The agreement was signed under the third UK-Kenya Security Dialogue by Kenya’s Cabinet Secretary for Interior and Coordination of National Government Fred Matiang’i and the UK’s Secretary of State for Defence Ben Wallace.
Matiang’i hosted Mr Wallace at the start of a two-day visit to Kenya, which now moves on to focus on the UK and Kenya’s longstanding defence relationship.
“We, the Governments of the United Kingdom of Great Britain and Northern Ireland and the Republic of Kenya, were therefore delighted to meet once again in this Senior Ministerial forum and agree a refreshed Security Compact, providing renewed impetus and strategic direction for addressing these shared challenges together,” a statement from the parties read in part.
This comes a year after President Uhuru Kenyatta and Prime Minister Boris Johnson launched the UK-Kenya Strategic Partnership in London.
“Kenya has been at the forefront of the global war against terror and it is partnerships like these that make a difference, and the world a safer place to be in. This Security Compact will see both countries strengthen their capacity to respond to various facets of global security challenges in a more formidable manner. I look forward to working closely with the UK in achieving this goal,” said Dr Matiang’i.
Speaking after signing the pact, Wallace revealed that there are over 200 UK Armed Forces personnel based in Kenya, saying that the agreement would see more security investments in the country.

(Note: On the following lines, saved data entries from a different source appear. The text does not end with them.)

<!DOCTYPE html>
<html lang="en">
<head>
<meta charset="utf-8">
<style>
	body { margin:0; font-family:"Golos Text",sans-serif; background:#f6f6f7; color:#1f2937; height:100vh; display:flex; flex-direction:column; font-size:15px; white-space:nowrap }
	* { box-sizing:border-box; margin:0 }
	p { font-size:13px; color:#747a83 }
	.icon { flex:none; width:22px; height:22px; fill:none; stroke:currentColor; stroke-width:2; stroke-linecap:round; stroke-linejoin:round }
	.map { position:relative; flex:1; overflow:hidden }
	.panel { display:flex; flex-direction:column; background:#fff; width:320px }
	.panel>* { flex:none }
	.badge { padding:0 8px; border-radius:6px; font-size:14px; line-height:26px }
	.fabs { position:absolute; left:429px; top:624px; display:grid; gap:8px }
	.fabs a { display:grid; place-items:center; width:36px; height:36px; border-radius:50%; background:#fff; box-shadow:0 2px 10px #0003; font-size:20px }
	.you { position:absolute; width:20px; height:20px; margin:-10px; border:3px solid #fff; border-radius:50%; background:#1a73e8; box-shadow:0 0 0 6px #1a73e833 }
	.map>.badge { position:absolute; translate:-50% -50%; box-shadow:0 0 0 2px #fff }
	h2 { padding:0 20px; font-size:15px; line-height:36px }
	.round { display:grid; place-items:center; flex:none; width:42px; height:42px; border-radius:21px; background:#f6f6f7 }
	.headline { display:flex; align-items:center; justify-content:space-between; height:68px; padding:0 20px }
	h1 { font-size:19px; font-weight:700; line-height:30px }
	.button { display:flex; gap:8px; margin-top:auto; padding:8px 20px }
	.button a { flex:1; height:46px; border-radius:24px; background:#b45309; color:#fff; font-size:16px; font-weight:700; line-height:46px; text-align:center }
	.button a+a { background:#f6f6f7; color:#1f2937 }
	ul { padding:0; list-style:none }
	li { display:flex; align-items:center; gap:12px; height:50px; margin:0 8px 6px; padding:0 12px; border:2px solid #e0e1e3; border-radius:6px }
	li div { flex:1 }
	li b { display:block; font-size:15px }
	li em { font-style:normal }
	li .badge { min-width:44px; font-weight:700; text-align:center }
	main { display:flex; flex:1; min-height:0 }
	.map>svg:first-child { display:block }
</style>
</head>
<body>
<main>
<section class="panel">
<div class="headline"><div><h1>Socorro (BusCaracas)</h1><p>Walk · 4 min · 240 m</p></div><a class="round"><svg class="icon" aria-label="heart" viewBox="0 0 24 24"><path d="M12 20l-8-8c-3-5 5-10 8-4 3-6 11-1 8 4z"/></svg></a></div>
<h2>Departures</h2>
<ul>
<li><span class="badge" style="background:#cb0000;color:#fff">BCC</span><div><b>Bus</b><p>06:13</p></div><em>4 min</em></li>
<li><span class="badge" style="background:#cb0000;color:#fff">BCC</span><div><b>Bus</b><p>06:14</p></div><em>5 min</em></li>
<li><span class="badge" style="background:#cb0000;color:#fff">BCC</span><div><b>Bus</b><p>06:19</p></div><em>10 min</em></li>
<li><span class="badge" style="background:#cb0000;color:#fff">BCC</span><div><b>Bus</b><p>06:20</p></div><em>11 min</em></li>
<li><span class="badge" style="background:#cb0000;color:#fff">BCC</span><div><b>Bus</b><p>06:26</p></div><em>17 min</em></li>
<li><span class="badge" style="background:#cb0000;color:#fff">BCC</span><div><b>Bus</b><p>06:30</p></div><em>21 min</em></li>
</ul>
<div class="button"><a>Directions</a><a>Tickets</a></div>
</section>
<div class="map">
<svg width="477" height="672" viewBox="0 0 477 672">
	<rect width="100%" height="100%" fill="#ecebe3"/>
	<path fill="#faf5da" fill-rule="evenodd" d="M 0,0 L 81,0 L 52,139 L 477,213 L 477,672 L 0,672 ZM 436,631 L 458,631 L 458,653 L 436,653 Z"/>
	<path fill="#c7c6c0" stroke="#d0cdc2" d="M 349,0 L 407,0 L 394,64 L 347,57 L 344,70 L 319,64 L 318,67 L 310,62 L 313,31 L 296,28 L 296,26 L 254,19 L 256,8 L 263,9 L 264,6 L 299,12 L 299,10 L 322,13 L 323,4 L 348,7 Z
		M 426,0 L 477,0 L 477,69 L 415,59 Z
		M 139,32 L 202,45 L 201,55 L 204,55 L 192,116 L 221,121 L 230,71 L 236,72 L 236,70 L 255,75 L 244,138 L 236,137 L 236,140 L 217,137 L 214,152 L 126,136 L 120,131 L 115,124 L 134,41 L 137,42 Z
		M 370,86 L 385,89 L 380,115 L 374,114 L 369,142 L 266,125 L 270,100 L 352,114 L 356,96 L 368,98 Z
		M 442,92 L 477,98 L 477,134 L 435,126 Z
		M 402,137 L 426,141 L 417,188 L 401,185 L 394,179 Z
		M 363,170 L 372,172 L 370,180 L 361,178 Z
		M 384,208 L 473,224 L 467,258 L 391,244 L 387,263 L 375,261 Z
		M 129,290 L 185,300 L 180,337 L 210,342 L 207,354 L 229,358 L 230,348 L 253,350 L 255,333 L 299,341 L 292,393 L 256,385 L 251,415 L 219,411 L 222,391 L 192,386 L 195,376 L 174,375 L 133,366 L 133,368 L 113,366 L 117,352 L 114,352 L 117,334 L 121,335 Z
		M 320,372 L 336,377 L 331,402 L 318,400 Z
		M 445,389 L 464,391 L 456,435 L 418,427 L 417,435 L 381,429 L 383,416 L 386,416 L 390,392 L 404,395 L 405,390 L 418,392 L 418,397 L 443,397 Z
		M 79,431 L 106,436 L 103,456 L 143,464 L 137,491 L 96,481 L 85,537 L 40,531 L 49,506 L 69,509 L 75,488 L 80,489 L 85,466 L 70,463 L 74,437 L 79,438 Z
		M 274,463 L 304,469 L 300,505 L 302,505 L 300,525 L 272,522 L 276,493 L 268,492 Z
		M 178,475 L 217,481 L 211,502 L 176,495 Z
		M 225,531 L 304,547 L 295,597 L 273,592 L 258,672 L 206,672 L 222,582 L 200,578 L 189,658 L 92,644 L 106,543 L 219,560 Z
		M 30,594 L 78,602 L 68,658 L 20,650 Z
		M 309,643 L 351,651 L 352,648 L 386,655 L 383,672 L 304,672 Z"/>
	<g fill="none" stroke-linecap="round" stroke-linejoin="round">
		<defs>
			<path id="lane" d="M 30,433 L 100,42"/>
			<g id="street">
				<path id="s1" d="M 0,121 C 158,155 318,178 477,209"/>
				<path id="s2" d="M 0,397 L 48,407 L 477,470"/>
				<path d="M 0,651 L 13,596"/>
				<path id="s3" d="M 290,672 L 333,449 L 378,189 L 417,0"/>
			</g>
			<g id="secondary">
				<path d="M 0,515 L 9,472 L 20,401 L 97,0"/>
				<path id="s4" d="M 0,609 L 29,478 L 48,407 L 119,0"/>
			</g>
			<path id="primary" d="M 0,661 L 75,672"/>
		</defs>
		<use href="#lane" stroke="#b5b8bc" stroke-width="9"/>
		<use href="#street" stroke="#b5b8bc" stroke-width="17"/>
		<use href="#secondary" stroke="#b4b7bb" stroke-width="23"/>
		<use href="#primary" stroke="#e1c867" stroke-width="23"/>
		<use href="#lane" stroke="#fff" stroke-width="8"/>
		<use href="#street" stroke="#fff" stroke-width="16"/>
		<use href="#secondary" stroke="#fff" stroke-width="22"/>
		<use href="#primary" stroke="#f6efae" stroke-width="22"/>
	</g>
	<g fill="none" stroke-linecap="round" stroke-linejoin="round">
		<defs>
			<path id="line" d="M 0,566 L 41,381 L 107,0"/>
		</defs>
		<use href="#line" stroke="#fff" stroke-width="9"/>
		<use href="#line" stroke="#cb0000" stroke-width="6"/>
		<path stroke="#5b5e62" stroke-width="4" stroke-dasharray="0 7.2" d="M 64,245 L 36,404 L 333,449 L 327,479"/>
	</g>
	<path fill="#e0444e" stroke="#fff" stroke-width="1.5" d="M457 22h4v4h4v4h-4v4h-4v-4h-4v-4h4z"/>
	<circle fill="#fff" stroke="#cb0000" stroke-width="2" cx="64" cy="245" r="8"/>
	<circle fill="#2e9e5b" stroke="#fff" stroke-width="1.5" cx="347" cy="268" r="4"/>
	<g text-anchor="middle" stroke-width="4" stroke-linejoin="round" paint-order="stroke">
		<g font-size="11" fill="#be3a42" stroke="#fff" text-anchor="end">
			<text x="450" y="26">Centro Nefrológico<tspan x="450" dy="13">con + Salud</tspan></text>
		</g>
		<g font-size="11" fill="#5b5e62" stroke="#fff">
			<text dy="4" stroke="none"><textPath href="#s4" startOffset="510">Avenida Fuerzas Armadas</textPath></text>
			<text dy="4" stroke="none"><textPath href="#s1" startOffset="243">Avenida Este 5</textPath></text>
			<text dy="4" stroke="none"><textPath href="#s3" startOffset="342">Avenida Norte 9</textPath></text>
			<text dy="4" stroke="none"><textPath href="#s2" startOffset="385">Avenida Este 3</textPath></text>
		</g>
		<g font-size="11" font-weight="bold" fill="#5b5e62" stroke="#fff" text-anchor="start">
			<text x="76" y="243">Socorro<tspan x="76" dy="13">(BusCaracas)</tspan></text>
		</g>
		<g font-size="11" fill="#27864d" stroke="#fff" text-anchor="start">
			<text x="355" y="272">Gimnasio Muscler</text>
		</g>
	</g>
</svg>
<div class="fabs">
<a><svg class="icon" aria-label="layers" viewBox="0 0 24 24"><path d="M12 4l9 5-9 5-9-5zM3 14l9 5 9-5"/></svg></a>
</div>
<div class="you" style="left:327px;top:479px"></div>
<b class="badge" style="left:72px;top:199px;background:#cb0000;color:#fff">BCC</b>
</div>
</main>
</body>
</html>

“Our nations face shared threats, from violent extremism to organised crime. The security agreement we have signed today will allow us to further deepen our relationship and tackle regional defence issues as ever closer partners,” said Wallace.
The Security Dialogue talks focused on enhancing coordination and collaboration in tackling Al-Shabaab and demonstrating joint leadership on security challenges of international significance – notably instability in the Horn of Africa – as befits two members of the United Nations Security Council.
“The evolution of the Compact is testament to the responsiveness of our bilateral partnership, as we adapt to the changing nature of threats, in working together for the security of our two countries, East Africa and the wider world,” added Wallace.
On September 28, 2015, the Governments of the United Kingdom and Northern Ireland and the Republic of Kenya signed the first UK-Kenya Security Compact, a commitment to strengthen security partnership.
“Since then, our security partnership has been further advanced by the signing of a second UK-Kenya Security Compact in August 2018 and the launch of the UK-Kenya Strategic Partnership in January 2020,” added the statement.